During the army’s control of the country from March 1967 to April 1968 the military junta used no more than ten members of the armed forces at any one time at the decisionmaking level. Most of the officer corps and the entire rank and file thus felt alienated, the latter because the junta did very little to improve the army’s conditions of service. Capabilities and morale suffered acutely as a result of the succession of coups.

The military junta started indulging themselves in corrupt practices aimed at enriching themselves and cared less about the Army. This triggered resentment among the lower ranks in the Army who organized a mutiny en-masse and arrested all senior officers both serving and in government; thus overthrowing the junta in April 1968. They called themselves the Anti-Corruption Revolutionary Movement (ACRM) and were led by a retired senior officer Brigadier John Bangura, who at independence was the most senior northerner in the Army; but had been retired and offered a diplomatic job by the then south-eastern government, as he was regarded as a potential threat. The imprisonment of the entire officer corps after the 1968 countercoup and the losses of key personnel and after three subsequent coup attempts was particularly disastrous.

The ACRM restored the democratic constitution and invited the PM from exile to assume his rightful office. The PM reinstated Brigadier Bangura, leader of the ACRM, into the Army and appointed him Commander. He (the PM) then made a lot of effort to develop the country and reunite the people, but was swayed into dictatorship by few other coup scares until he lost popularity. The reinstated Army Commander, who was a stunt democrat, lost confidence in the PM and started opposing some of his undemocratic decisions.

Mindful of the entire Army’s devotion to this commander and the potential danger he posed, a conspiracy scam was set-up against him leading to his arrest, trial and execution in March 1970. Exactly one year after this, a group of soldiers loyal to the executed commander conducted a failed mutiny leading to the arrest and detention of several of them including Corporal Foday Sankoh, the leader of the Revolutionary United Front (RUF) rebel group in the 10 year gruesome insurgency in Sierra Leone.

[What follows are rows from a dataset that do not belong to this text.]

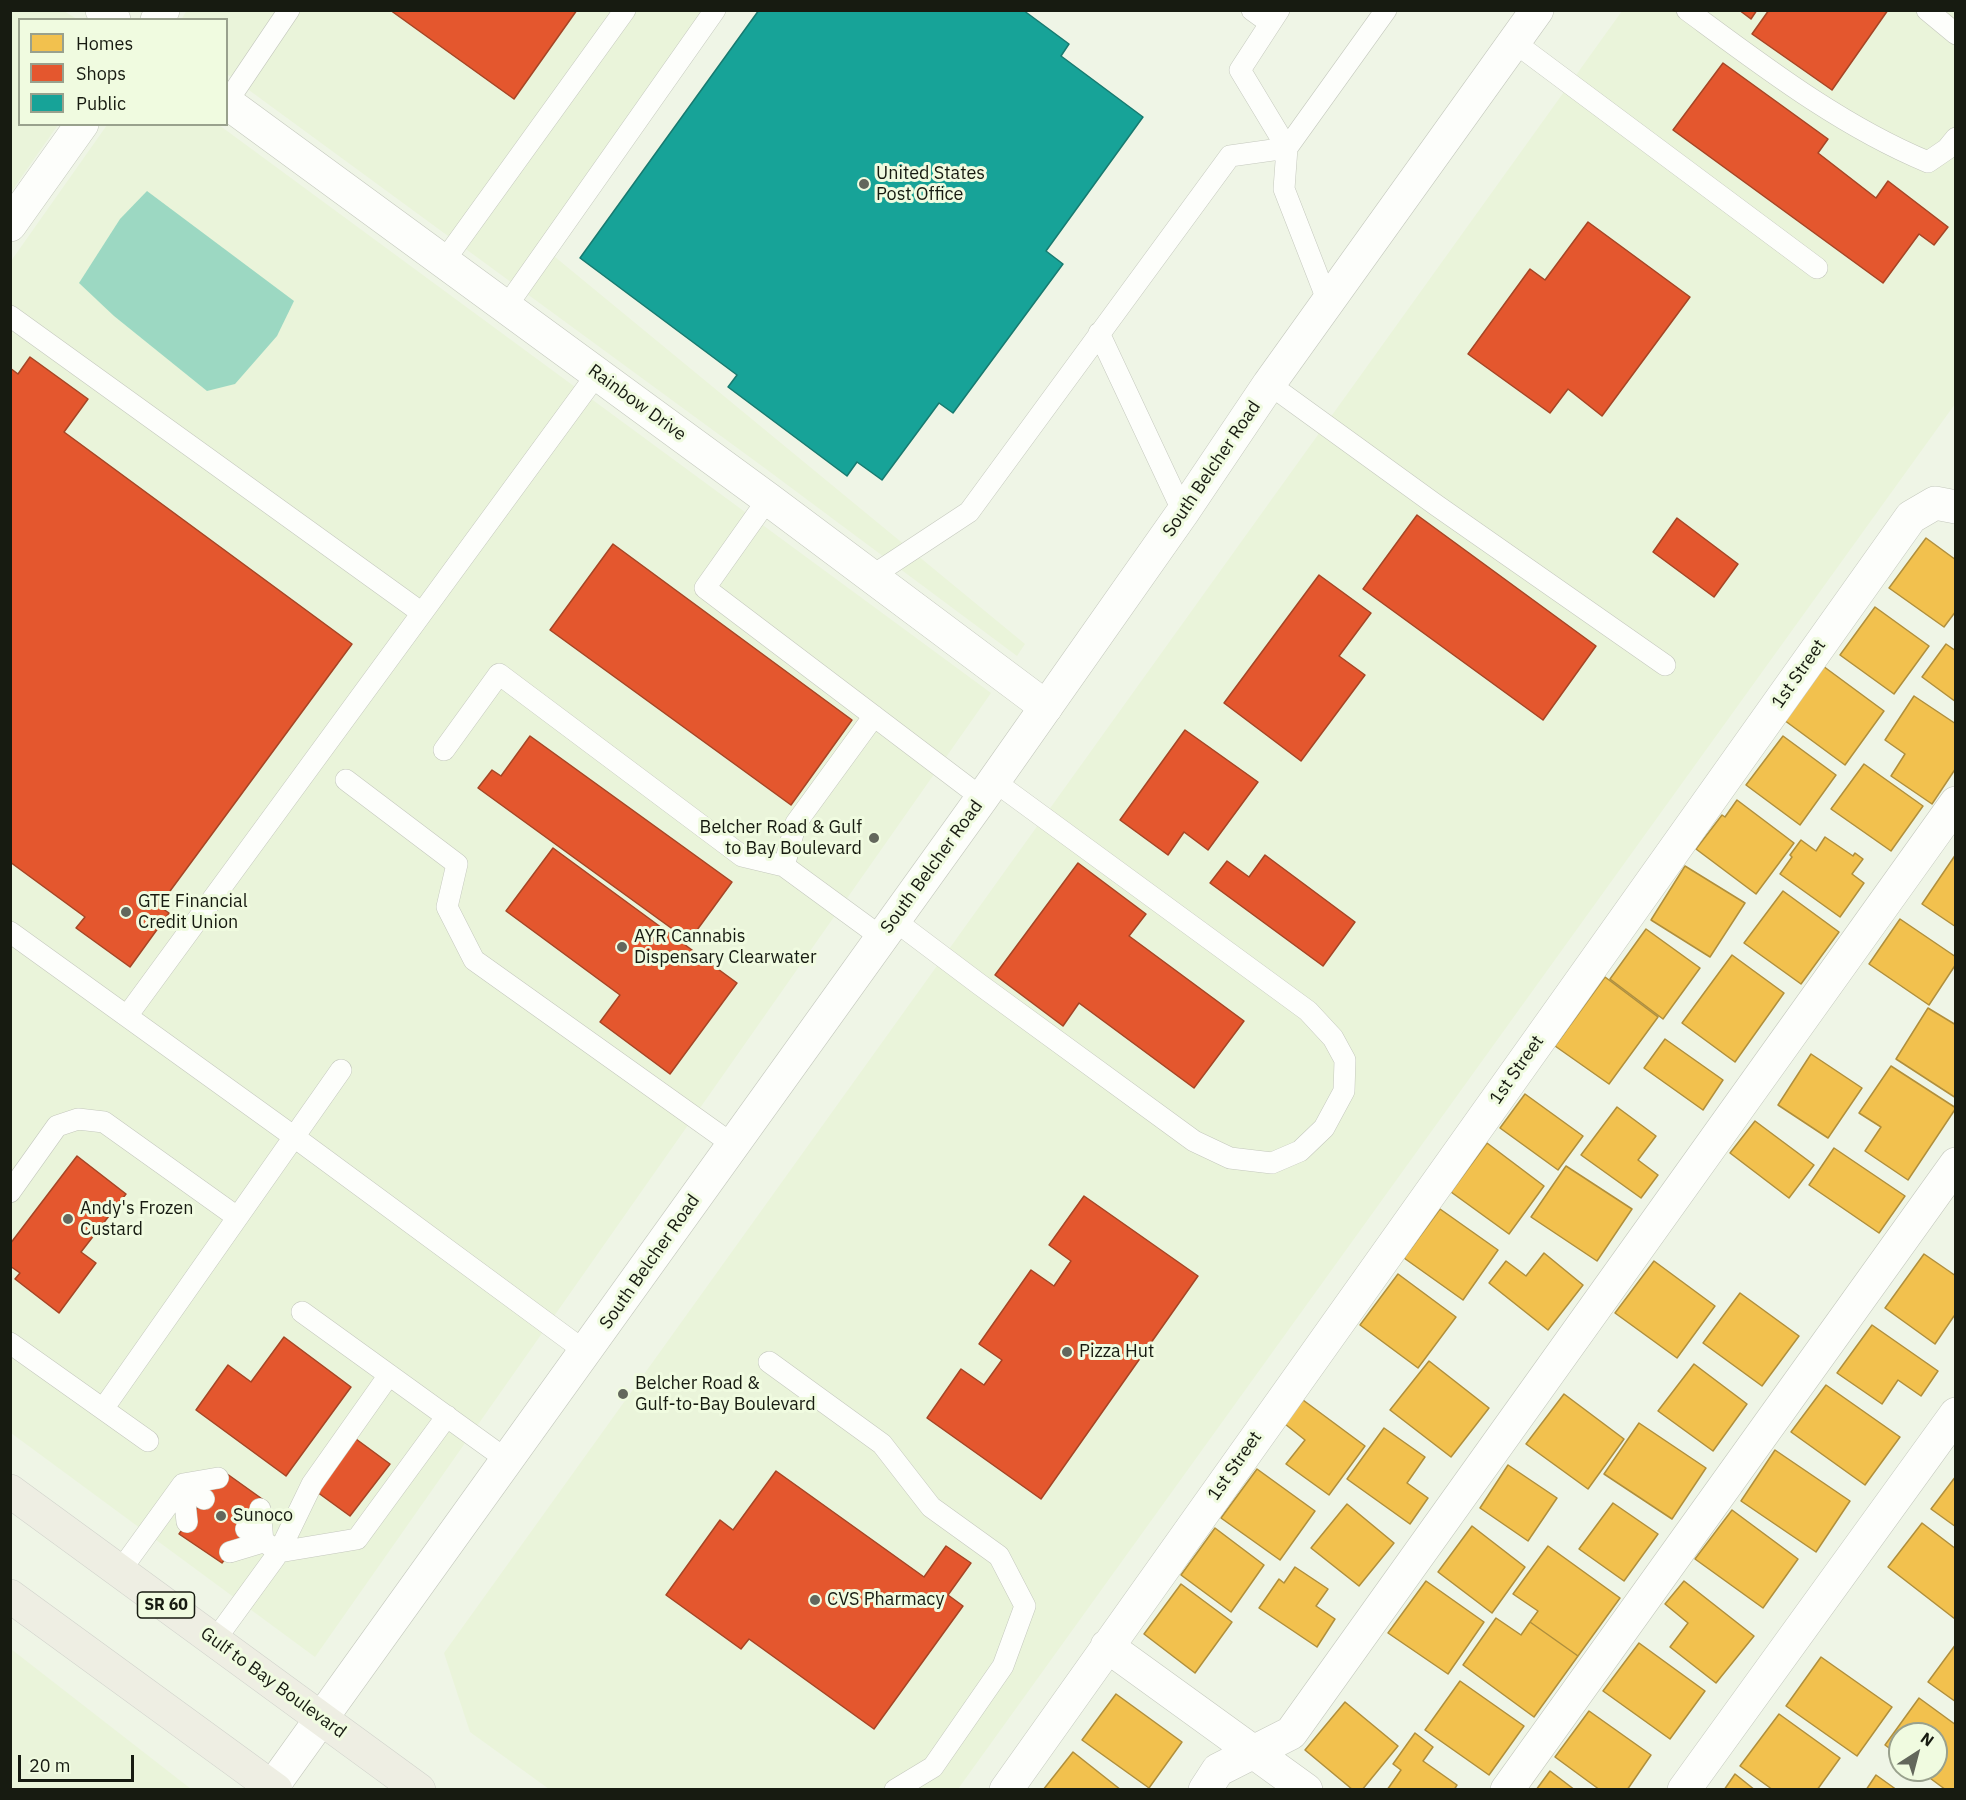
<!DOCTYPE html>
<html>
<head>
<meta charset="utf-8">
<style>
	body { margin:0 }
	#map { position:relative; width:1966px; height:1800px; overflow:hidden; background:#eff5e6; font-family:"IBM Plex Sans",sans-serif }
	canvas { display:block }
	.frame { position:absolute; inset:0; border:12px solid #171b11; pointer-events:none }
	.legend { position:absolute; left:18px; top:18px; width:210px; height:108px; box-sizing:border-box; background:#f0fbe0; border:2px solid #99a18d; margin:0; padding:8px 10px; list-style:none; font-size:18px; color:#171b11 }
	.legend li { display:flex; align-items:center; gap:12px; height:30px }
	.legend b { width:30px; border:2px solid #99a18d }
	.north { position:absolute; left:1888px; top:1722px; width:60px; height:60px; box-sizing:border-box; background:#f0fbe0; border:2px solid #99a18d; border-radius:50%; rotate:36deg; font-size:16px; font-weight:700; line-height:24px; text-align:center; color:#171b11 }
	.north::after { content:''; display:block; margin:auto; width:21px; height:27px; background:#63675c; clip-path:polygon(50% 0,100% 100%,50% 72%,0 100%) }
	.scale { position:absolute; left:18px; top:1755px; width:116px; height:27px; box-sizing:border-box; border:3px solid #171b11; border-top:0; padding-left:8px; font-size:18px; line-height:21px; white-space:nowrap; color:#171b11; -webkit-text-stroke:4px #f0fbe0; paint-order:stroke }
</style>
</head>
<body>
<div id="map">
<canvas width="1966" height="1800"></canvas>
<div class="frame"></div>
<ul class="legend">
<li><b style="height:16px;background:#f2c14e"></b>Homes</li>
<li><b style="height:16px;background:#e4572e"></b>Shops</li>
<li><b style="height:16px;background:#17a398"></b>Public</li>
</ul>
<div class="north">N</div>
<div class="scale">20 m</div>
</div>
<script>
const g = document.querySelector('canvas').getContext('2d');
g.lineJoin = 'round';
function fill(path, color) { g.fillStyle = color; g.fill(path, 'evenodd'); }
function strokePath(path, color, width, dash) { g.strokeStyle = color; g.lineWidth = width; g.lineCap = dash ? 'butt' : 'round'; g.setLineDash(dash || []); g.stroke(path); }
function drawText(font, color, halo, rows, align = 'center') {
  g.font = font + ' "IBM Plex Sans",sans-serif'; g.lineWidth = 6; g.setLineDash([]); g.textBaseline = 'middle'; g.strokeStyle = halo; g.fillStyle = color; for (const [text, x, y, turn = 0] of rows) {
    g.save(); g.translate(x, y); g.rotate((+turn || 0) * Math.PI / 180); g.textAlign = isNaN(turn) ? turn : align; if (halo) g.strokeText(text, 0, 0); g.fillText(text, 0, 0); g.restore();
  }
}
fill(new Path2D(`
	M 11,10 L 64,11 L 77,19 L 20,20 L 20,124 L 58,125 L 11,192 Z
	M 187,10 L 709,11 L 549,252 L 1025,644 L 1017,656 L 766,469 L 227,74 L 226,20 L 181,20 Z
	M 1622,11 L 1955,11 L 1955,404 L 958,1789 L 549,1789 L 470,1732 L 444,1653 Z
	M 107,125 L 219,125 L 991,693 L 315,1657 L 11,1433 L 11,261 Z
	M 11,1649 L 191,1789 L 11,1789 Z`), '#eaf4da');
fill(new Path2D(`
	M 147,191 L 294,301 L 277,336 L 235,384 L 207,391 L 114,316 L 79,283 L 120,219 Z`), '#9cd8c2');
const homes = new Path2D(`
	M 1926,538 L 1956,560 L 1956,611 L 1944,627 L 1889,588 Z
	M 1875,607 L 1929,646 L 1894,694 L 1840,655 Z
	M 1946,644 L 1956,651 L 1956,702 L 1922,677 Z
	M 1823,666 L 1884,711 L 1845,765 L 1784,720 Z
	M 1914,696 L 1956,724 L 1956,768 L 1932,804 L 1891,776 L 1905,754 L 1885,740 Z
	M 1783,736 L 1836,775 L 1800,825 L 1746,785 Z
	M 1864,764 L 1923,806 L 1891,851 L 1831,809 Z
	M 1737,800 L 1794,843 L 1756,894 L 1696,849 L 1722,815 L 1725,817 Z
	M 1825,837 L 1853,856 L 1855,853 L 1863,859 L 1852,874 L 1864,883 L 1840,917 L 1780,874 L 1792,857 L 1790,855 L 1801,840 L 1816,851 Z
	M 1956,854 L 1956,927 L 1922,904 Z
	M 1685,866 L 1745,903 L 1710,957 L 1651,920 Z
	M 1783,891 L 1839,932 L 1801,984 L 1744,943 Z
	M 1900,919 L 1956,957 L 1956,964 L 1929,1005 L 1869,964 Z
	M 1646,929 L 1700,968 L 1663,1019 L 1610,979 Z
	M 1732,955 L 1784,993 L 1735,1062 L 1682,1023 Z
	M 1605,977 L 1658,1017 L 1609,1084 L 1555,1046 Z
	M 1928,1008 L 1956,1025 L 1956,1098 L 1896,1059 Z
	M 1665,1039 L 1723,1080 L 1703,1110 L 1644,1068 Z
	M 1811,1054 L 1862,1088 L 1828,1138 L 1778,1105 Z
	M 1891,1066 L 1956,1108 L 1908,1180 L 1865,1151 L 1881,1127 L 1859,1113 Z
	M 1525,1094 L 1583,1136 L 1558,1170 L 1500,1128 Z
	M 1617,1107 L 1656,1136 L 1638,1160 L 1658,1175 L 1641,1198 L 1581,1155 Z
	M 1755,1121 L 1814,1165 L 1789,1198 L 1730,1153 Z
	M 1487,1143 L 1544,1186 L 1509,1234 L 1451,1192 Z
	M 1834,1148 L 1905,1196 L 1879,1233 L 1809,1185 Z
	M 1566,1166 L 1632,1209 L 1597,1261 L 1531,1217 Z
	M 1440,1209 L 1498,1250 L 1463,1300 L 1404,1258 Z
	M 1544,1253 L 1583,1285 L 1548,1330 L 1489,1283 L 1506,1261 L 1526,1276 Z
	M 1924,1254 L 1956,1276 L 1956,1317 L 1954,1316 L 1935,1344 L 1885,1308 Z
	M 1654,1261 L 1715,1306 L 1677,1358 L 1615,1313 Z
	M 1398,1274 L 1456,1317 L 1418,1368 L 1360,1325 Z
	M 1740,1293 L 1799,1336 L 1762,1386 L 1703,1343 Z
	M 1872,1325 L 1938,1371 L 1921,1396 L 1898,1380 L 1882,1404 L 1837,1373 Z
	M 1429,1361 L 1489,1408 L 1451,1457 L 1390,1410 Z
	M 1694,1364 L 1747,1404 L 1713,1451 L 1658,1411 Z
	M 1826,1385 L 1900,1437 L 1865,1485 L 1791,1432 Z
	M 1564,1394 L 1624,1439 L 1588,1489 L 1526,1444 Z
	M 1303,1400 L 1365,1446 L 1329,1495 L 1286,1464 L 1305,1440 L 1285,1424 Z
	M 1639,1423 L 1706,1468 L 1672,1519 L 1604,1474 Z
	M 1384,1428 L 1425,1457 L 1407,1483 L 1428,1498 L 1410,1524 L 1347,1479 Z
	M 1775,1450 L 1850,1501 L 1816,1552 L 1741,1501 Z
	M 1508,1465 L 1557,1498 L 1528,1541 L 1480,1508 Z
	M 1257,1469 L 1315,1511 L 1280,1560 L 1221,1518 Z
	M 1956,1476 L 1956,1527 L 1931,1509 Z
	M 1613,1503 L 1658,1534 L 1624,1581 L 1579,1549 Z
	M 1347,1504 L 1394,1543 L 1359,1586 L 1311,1548 Z
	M 1732,1510 L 1798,1559 L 1763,1608 L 1695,1559 Z
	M 1922,1523 L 1956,1549 L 1955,1619 L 1888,1567 Z
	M 1472,1526 L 1525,1567 L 1492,1613 L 1438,1572 Z
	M 1215,1528 L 1264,1565 L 1231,1612 L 1181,1575 Z
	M 1548,1546 L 1620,1598 L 1578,1656 L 1530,1622 L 1538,1611 L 1513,1594 Z
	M 1295,1567 L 1328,1589 L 1316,1606 L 1335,1619 L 1317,1647 L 1259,1608 L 1279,1579 L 1284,1583 Z
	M 1426,1581 L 1484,1622 L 1448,1674 L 1388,1633 Z
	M 1684,1581 L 1754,1636 L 1716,1683 L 1670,1647 L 1688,1623 L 1665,1604 Z
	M 1181,1584 L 1232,1622 L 1195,1673 L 1144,1634 Z
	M 1496,1618 L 1521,1635 L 1530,1622 L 1578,1656 L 1534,1717 L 1463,1665 Z
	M 1639,1643 L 1705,1691 L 1670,1739 L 1603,1691 Z
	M 1956,1644 L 1956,1702 L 1928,1682 Z
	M 1821,1657 L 1892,1707 L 1857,1756 L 1786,1706 Z
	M 1460,1681 L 1524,1726 L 1489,1775 L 1425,1730 Z
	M 1116,1694 L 1182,1742 L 1149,1788 L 1082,1740 Z
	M 1919,1698 L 1956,1725 L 1956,1790 L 1946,1790 L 1919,1770 L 1936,1770 L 1936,1734 L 1900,1734 L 1900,1756 L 1885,1745 Z
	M 1345,1702 L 1398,1746 L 1362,1790 L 1353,1790 L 1305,1750 Z
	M 1589,1711 L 1651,1755 L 1627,1790 L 1600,1790 L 1555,1757 Z
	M 1779,1714 L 1840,1758 L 1817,1790 L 1773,1790 L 1740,1766 Z
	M 1415,1733 L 1433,1747 L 1423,1761 L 1457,1785 L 1454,1790 L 1387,1790 L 1401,1770 L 1393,1764 Z
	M 1073,1752 L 1121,1790 L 1043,1790 Z
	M 1550,1771 L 1575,1790 L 1536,1790 Z
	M 1735,1774 L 1755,1790 L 1724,1790 Z
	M 1876,1775 L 1897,1790 L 1866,1790 Z`);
fill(homes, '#f2c14e');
strokePath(homes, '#b08f3c', 1.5);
const shops = new Path2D(`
	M 390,10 L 577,10 L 514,99 Z
	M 1739,10 L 1757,10 L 1751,19 Z
	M 1769,10 L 1888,10 L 1832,90 L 1752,34 Z
	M 1723,63 L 1828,139 L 1818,153 L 1876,198 L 1888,181 L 1948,227 L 1934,245 L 1919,234 L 1883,283 L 1673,130 Z
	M 1588,222 L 1690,297 L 1602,416 L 1568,389 L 1550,413 L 1468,354 L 1530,269 L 1545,280 Z
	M 30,357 L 88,399 L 64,432 L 352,644 L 159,906 L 169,913 L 130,967 L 76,928 L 85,917 L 10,862 L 10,368 L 18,374 Z
	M 1417,515 L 1596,646 L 1543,720 L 1363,589 Z
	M 1677,518 L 1738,564 L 1714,597 L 1653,552 Z
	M 613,544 L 852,720 L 791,805 L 550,630 Z
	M 1319,575 L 1371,613 L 1339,656 L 1365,675 L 1301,761 L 1224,703 Z
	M 1185,730 L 1258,782 L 1208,850 L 1184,832 L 1168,855 L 1120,820 Z
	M 530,736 L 732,882 L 689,941 L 478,788 L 492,770 L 501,776 Z
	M 553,848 L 737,983 L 670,1074 L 600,1022 L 620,995 L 506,911 Z
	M 1265,855 L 1355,922 L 1323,966 L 1210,883 L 1227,861 L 1249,877 Z
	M 1078,863 L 1146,914 L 1129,936 L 1244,1021 L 1194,1088 L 1079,1003 L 1063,1026 L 995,975 Z
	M 77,1156 L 126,1194 L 81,1252 L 96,1263 L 59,1313 L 15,1279 L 20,1273 L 10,1266 L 10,1244 Z
	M 1084,1196 L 1198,1276 L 1041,1499 L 927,1418 L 961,1369 L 984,1385 L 1002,1360 L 979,1344 L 1031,1270 L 1054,1286 L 1071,1261 L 1049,1245 Z
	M 284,1337 L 351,1387 L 286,1476 L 196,1410 L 228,1365 L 251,1382 Z
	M 356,1439 L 390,1464 L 350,1516 L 317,1492 Z
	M 223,1471 L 265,1501 L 222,1563 L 179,1534 Z
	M 776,1471 L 924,1577 L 946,1546 L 971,1563 L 948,1595 L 963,1606 L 874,1729 L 749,1639 L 741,1649 L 666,1595 L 720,1520 L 733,1530 Z`);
fill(shops, '#e4572e');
strokePath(shops, '#a64525', 1.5);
const public = new Path2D(`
	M 759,10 L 1023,10 L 1069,44 L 1061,56 L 1143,117 L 1046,251 L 1063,264 L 953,413 L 939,403 L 882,480 L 857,462 L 847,476 L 728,387 L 737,375 L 580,258 Z`);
fill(public, '#17a398');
strokePath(public, '#177a70', 1.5);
const lane = new Path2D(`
	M 1252,10 L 1270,23
	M 1279,10 L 1240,70 L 1287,148
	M 1687,10 C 1763,66 1841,126 1928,162 L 1947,149 L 1956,138
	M 1927,10 L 1956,34
	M 1514,42 L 1817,268
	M 227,102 L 289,10
	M 444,261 L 625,10
	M 1328,302 L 1284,189 L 1287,148 L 1386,10
	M 506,307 L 715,10
	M 10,316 L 422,613
	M 1099,333 L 1183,512
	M 1269,384 L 1436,505 L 1665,665
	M 768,499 L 705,588 L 982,798
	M 872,576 L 969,512 L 1230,156 L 1287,148
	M 444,750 L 499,674 L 742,856 L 784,866 L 881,937
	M 346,780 L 457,864 L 447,907 L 474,960 L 732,1144
	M 784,866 L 796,823 L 874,716
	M 894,920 L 979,984 L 1194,1141 L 1230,1158 L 1272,1163 L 1300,1151 L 1324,1128 L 1344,1091 L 1345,1060 L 1333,1038 L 1308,1011 L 994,781
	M 10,932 L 293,1136 L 586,1352
	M 127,1016 L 597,374
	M 10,1192 L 57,1126 L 78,1119 L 104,1122 L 237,1217
	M 302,1312 L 507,1460
	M 10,1343 L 148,1441
	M 769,1362 L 882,1444 L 931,1507 L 999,1556 L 1025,1606 L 1003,1666 L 933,1767 L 895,1790
	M 389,1375 L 312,1484 L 279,1552 L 357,1539 L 447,1416
	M 103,1409 L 341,1070
	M 187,1522 L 183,1484 L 218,1478
	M 230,1552 L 263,1542 L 260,1509
	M 120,1571 L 183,1484 L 204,1499
	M 215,1640 L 279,1552 L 246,1529`);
const street = new Path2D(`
	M 102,10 L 114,20
	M 157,20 L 163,10
	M 226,102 L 768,499 L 1046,707
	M 10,225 L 82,124
	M 1107,1646 L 1306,1790
	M 1006,1790 L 1911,517 L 1935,503 L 1956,507
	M 1205,1790 L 1218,1770 L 1291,1733 L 1956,803
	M 1507,1790 L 1956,1164
	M 1684,1790 L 1956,1414`);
const secondary = new Path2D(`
	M 270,1790 L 982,798 L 1183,512 L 1269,384 L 1537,10`);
const primary = new Path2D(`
	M 10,1491 L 419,1790
	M 10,1596 L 276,1790`);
strokePath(lane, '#c4c8bd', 22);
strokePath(street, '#c4c8bd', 34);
strokePath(secondary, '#c4c8bd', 34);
strokePath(primary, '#d0d2cb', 34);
strokePath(lane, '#fdfefb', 21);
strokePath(street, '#fdfefb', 33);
strokePath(secondary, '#fdfefb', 33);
strokePath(primary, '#eeeee3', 33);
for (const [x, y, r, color] of [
	[864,184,6,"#63675c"],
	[874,838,6,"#63675c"],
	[126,912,6,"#63675c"],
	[622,947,6,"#63675c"],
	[68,1219,6,"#63675c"],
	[1067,1352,6,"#63675c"],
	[623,1394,6,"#63675c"],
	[221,1516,6,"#63675c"],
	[815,1600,6,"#63675c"]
]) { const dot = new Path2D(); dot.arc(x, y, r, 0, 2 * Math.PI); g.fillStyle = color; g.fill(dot); strokePath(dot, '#f0fbe0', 2); }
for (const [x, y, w] of [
	[166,1605,57]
]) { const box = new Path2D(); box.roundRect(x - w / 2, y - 13, w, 26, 4.5); g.fillStyle = '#f0fbe0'; g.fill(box); strokePath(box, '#171b11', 1.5); }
drawText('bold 16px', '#171b11', null, [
	["SR 60",166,1605]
]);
drawText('18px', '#171b11', '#f0fbe0', [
	["United States",876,174],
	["Post Office",876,195],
	["Belcher Road & Gulf",862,828,"right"],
	["to Bay Boulevard",862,849,"right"],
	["GTE Financial",138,902],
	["Credit Union",138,923],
	["AYR Cannabis",634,937],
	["Dispensary Clearwater",634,958],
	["Andy's Frozen",80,1209],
	["Custard",80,1230],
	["Pizza Hut",1079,1352],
	["Belcher Road &",635,1384],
	["Gulf-to-Bay Boulevard",635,1405],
	["Sunoco",233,1516],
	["CVS Pharmacy",827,1600]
], 'left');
drawText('18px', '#171b11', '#f0fbe0', [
	["Rainbow Drive",637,403,36],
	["South Belcher Road",1212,469,-56],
	["1st Street",1799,674,-55],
	["South Belcher Road",932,867,-54],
	["1st Street",1517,1070,-55],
	["South Belcher Road",650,1262,-55],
	["1st Street",1235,1466,-55],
	["Gulf to Bay Boulevard",273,1683,36]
]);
</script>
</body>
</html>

On attaining a republican status in April 1971, Sierra Leone adopted a new republican constitution and Premier Stevens was sworn in as the first President. During the years that followed, Stevens did everything humanly possible to perpetuate himself in power: he invited Guinean troops for personal protection, transformed the country into one party rule, created a para-military force5 as presidential guards and heavily stuffed the Army with his party loyalists. As a result, the Army became heavily politicized and poorly equipped for fear of subversion; the presidential guards were even more equipped than the Army.

Since the return to civilian rule important changes were made in the armed forces. After a pay dispute in 1974 the army received general increases in pay. Pensions were also made available after ten years of service. The appointment of the army commander to the House of Representatives and to a ministerial position enhanced the army’s image of itself. Thus under the leadership of Momoh Sierra Leone’s army seemed to be gaining in morale and discipline. All salary and pension benefits that have accrued to the army also apply to the navy and the air force. The latter services were inadequately trained in part because they were so new.

The RSLMF remained a single-arm organization until 1979 when a small Navy was established. Upon retiring from presidency in November 1985, Stevens handed over power to the then Army Commander Major General Joseph Saidu Momoh whose loyalty to him had been clearly unquestionable; side-stepping his Vice President (Sorie Ibrahim Koroma) in the guise of ill-health. The newly transformed President however later proved politically weak as he basically upheld his predecessor’s autocratic leadership style. The country’s economy continued to dwindle while less attention was paid to improving the Army until the rebel war struck in 1991.